Introduction
Adenoid hypertrophy (AH) is a common childhood pathology, which causes the obstruction of upper airways that may eventually lead to sleep apnea, craniofacial abnormal growth, or conductive hearing loss and cognitive impairment [1]. Several studies underline higher incidence of AH among children with allergy, but underlying molecular mechanisms are still not fully understood [2].

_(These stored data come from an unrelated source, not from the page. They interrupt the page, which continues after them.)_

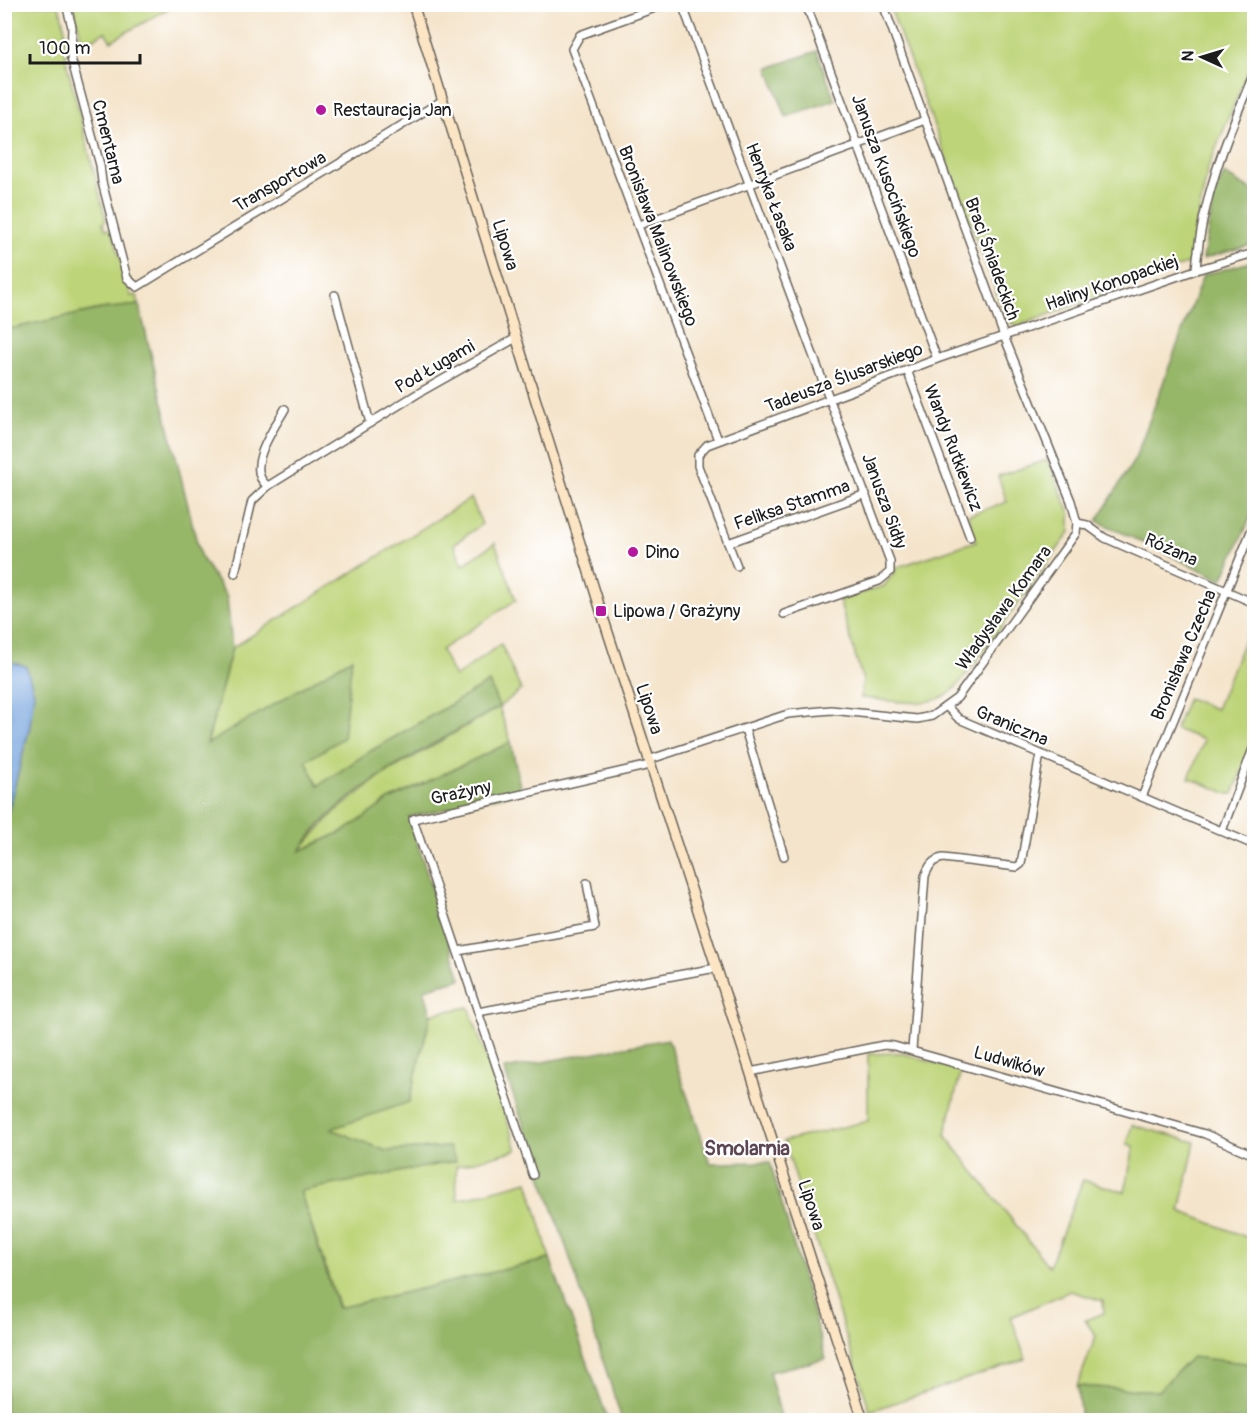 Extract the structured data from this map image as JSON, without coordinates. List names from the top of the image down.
{
  "streets": {
    "main road": ["Lipowa"],
    "street": [
      "Cmentarna",
      "Janusza Kusocińskiego",
      "Transportowa",
      "Henryka Łasaka",
      "Bronisława Malinowskiego",
      "Braci Śniadeckich",
      "Haliny Konopackiej",
      "Pod Ługami",
      "Tadeusza Ślusarskiego",
      "Wandy Rutkiewicz",
      "Janusza Sidły",
      "Feliksa Stamma",
      "Różana",
      "Władysława Komara",
      "Bronisława Czecha",
      "Graniczna",
      "Grażyny",
      "Ludwików"
    ]
  },
  "crossings": [
    ["Cmentarna", "Transportowa"],
    ["Janusza Kusocińskiego", "Tadeusza Ślusarskiego"],
    ["Transportowa", "Lipowa"],
    ["Henryka Łasaka", "Tadeusza Ślusarskiego"],
    ["Henryka Łasaka", "Janusza Sidły"],
    ["Bronisława Malinowskiego", "Tadeusza Ślusarskiego"],
    ["Lipowa", "Pod Ługami"],
    ["Lipowa", "Grażyny"],
    ["Lipowa", "Ludwików"],
    ["Braci Śniadeckich", "Haliny Konopackiej"],
    ["Braci Śniadeckich", "Tadeusza Ślusarskiego"],
    ["Braci Śniadeckich", "Różana"],
    ["Braci Śniadeckich", "Władysława Komara"],
    ["Haliny Konopackiej", "Tadeusza Ślusarskiego"],
    ["Tadeusza Ślusarskiego", "Wandy Rutkiewicz"],
    ["Tadeusza Ślusarskiego", "Janusza Sidły"],
    ["Tadeusza Ślusarskiego", "Feliksa Stamma"],
    ["Janusza Sidły", "Feliksa Stamma"],
    ["Różana", "Władysława Komara"],
    ["Różana", "Bronisława Czecha"],
    ["Władysława Komara", "Graniczna"],
    ["Bronisława Czecha", "Graniczna"]
  ],
  "districts": ["Smolarnia"],
  "places": {
    "other": ["Restauracja Jan", "Dino"],
    "transit": ["Lipowa / Grażyny"]
  },
  "scale_bar": "100 m",
  "north": "left"
} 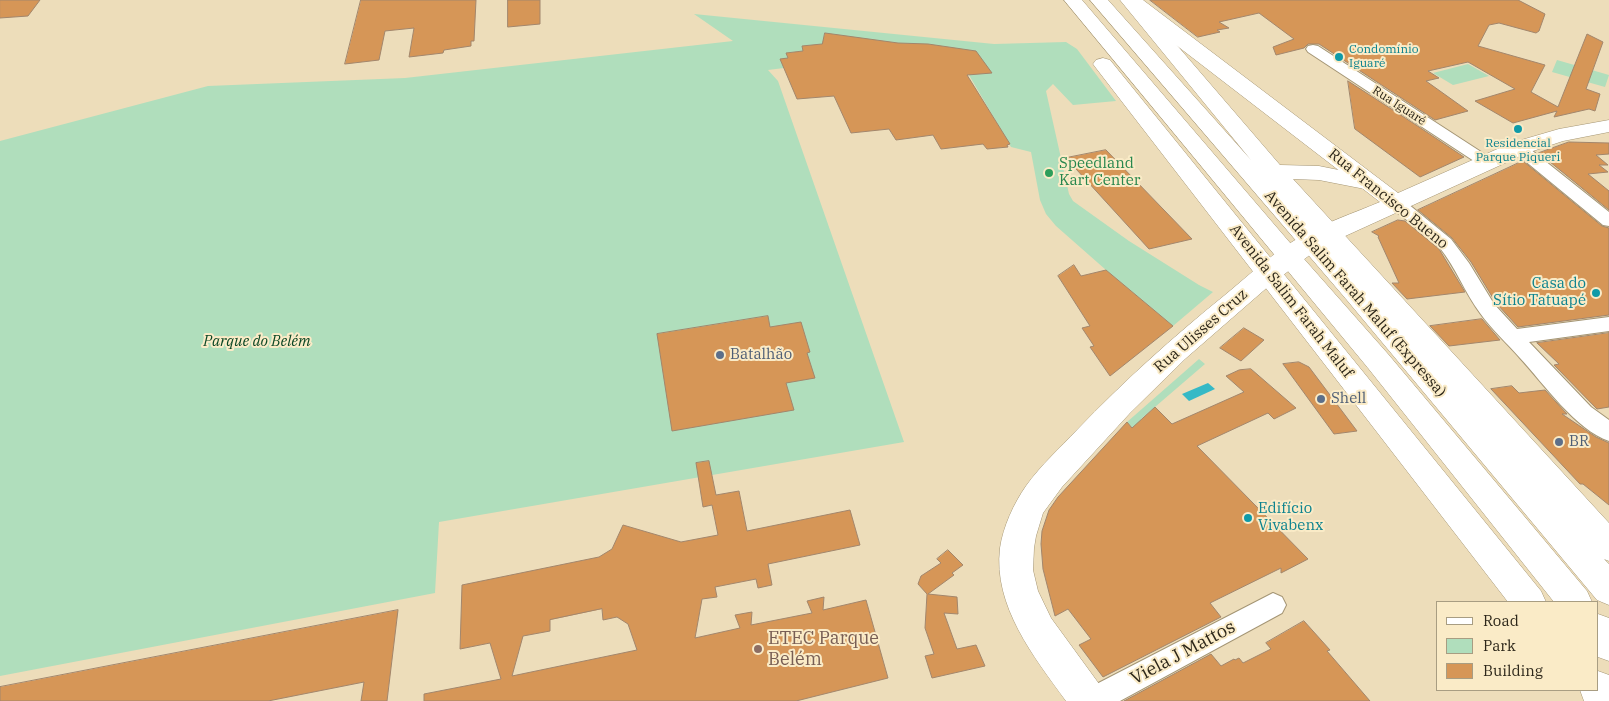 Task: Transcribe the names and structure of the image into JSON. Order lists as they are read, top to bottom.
{
  "streets": {
    "main road": [
      "Rua Francisco Bueno",
      "Avenida Salim Farah Maluf (Expressa)",
      "Avenida Salim Farah Maluf",
      "Rua Ulisses Cruz"
    ],
    "street": ["Rua Iguaré", "Viela J Mattos"]
  },
  "crossings": [
    ["Rua Iguaré", "Rua Ulisses Cruz"],
    ["Rua Francisco Bueno", "Avenida Salim Farah Maluf"],
    ["Rua Francisco Bueno", "Rua Ulisses Cruz"],
    ["Avenida Salim Farah Maluf (Expressa)", "Avenida Salim Farah Maluf"],
    ["Avenida Salim Farah Maluf (Expressa)", "Rua Ulisses Cruz"],
    ["Avenida Salim Farah Maluf", "Rua Ulisses Cruz"],
    ["Rua Ulisses Cruz", "Viela J Mattos"]
  ],
  "parks": ["Parque do Belém"],
  "places": [
    "Condomínio Iguaré",
    "Residencial Parque Piqueri",
    "Speedland Kart Center",
    "Casa do Sítio Tatuapé",
    "Batalhão",
    "Shell",
    "BR",
    "Edifício Vivabenx",
    "ETEC Parque Belém"
  ],
  "legend": ["Road", "Park", "Building"]
} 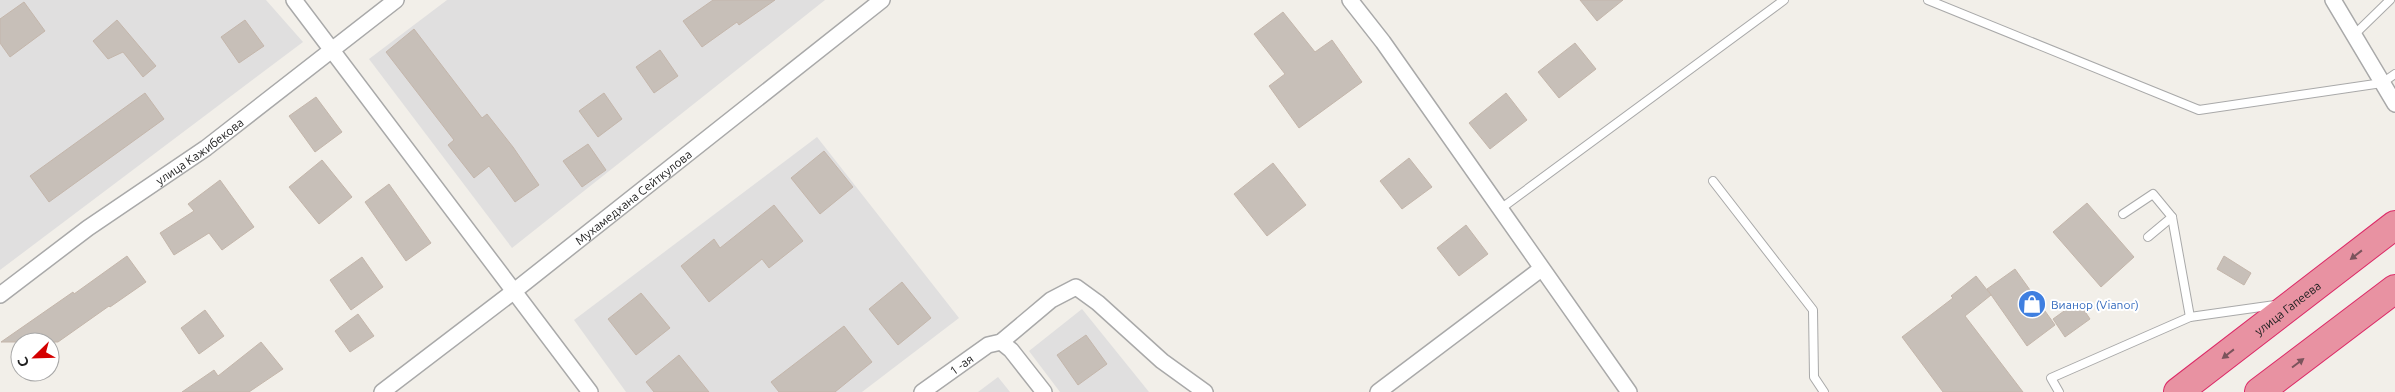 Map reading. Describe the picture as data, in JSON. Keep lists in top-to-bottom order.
{
  "streets": {
    "highway": ["улица Гапеева"],
    "street": ["улица Кажибекова", "Мухамедхана Сейткулова", "1 -ая"]
  },
  "places": {
    "shop": ["Вианор (Vianor)"]
  },
  "north": "bottom left"
}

MiRNAs are small, non-coding molecules that serve as gene regulators of many biological processes, such as cell differentiation, proliferation, apoptosis or angiogenesis [3]. Their role in allergic type of inflammation has recently been described in some studies [4]. Allergic type of inflammation is based on Th cell imbalance, where the cytokines secreted in Th2 type of inflammation dominate over cytokines produced in Th1 type [5]. Recent studies showed that particular miRNAs or their clusters regulate differentiation of Th cells into Th2 type. Several murine models demonstrated that either enhancing or silencing those miRNAs might rebuild Th cell balance [6].
Our assumption that specific miRNAs might take part in adenoid enlargement pathogenesis in allergic patients comes from the concept of the united airways disease (UAD). According to the latest evidence, the upper and lower respiratory tract mucosae in allergic patients have a similar potential to trigger the Th2 immune response and secrete cytokines stimulating the allergic type of inflammation in each of its compartments. IgE-mediated allergic inflammation is based on immunoglobulin class switching (from IgM to IgE) after antigen sensitization and secretion of specific cytokines, such as interleukin 4 (IL)-4 or IL-13, which are responsible for maintenance of the allergic response. This results in vasodilatation, bronchoconstriction and increased mucus production [7]. Immunoglobulin class switching is present in respiratory mucosa of patients with AR and asthma but also has been observed in the gastrointestinal tract in patients with food allergy [8]. Nguyen et al. compared several levels of cytokines in adenoids, middle ear fluid and torus tubarius biopsies, and found that the eosinophils, T lymphocytes and IL-4 mRNA levels were significantly higher in the allergic group. This proved the assumption that all three compartments share the allergic pattern of inflammation [9].
Aim
Therefore, we hypothesized that nasopharynx, with its adenoid tissue, is a part of the united airways and that the mechanism of AH formation in allergic patients might depend on a specific regulatory mechanism that is absent in non-allergic children. Taking into account the high regulatory potential of miRNAs and their involvement in allergic inflammatory processes, we sought to determine whether miRNA expression differs between patients with and without allergy, suggesting that the pathomechanism of tonsil enlargement in these two groups of patients might be distinct.
Material and methods
The study was approved by the Bioethics Committee of Poznan University of Medical Sciences. Patients were recruited from inpatients at the Department of Pediatric Otolaryngology, Poznan University of Medical Sciences. The study was approved by the Poznan University of Medical Sciences Bioethics Committee. Subjects were from the Wielkopolska region of Poland, which is considered ethnically homogeneous. Written informed consent was obtained from a parent or legal guardian. The study group consisted of children diagnosed with adenoid hypertrophy.
Exclusion criteria included: craniofacial abnormalities, cleft palate, genetic syndromes, immune deficiencies, cystic fibrosis, immotile cilia syndrome, steroids, and antihistamine or leukotriene drug intake 2 weeks prior to the surgical procedure.
Full otolaryngologic examination was performed at the admission. Each child was carefully investigated for a history of allergic diseases using a detailed questionnaire. Children with positive skin prick tests or blood tests for food or inhalant allergens or with allergic rhinitis diagnosis based on ARIA [10] criteria or diagnosed allergic asthma according to GINA [11] criteria were assigned to the allergy group and compared against children without allergic history. The allergy group consisted of 16 patients whereas the non-allergic group had 21 patients.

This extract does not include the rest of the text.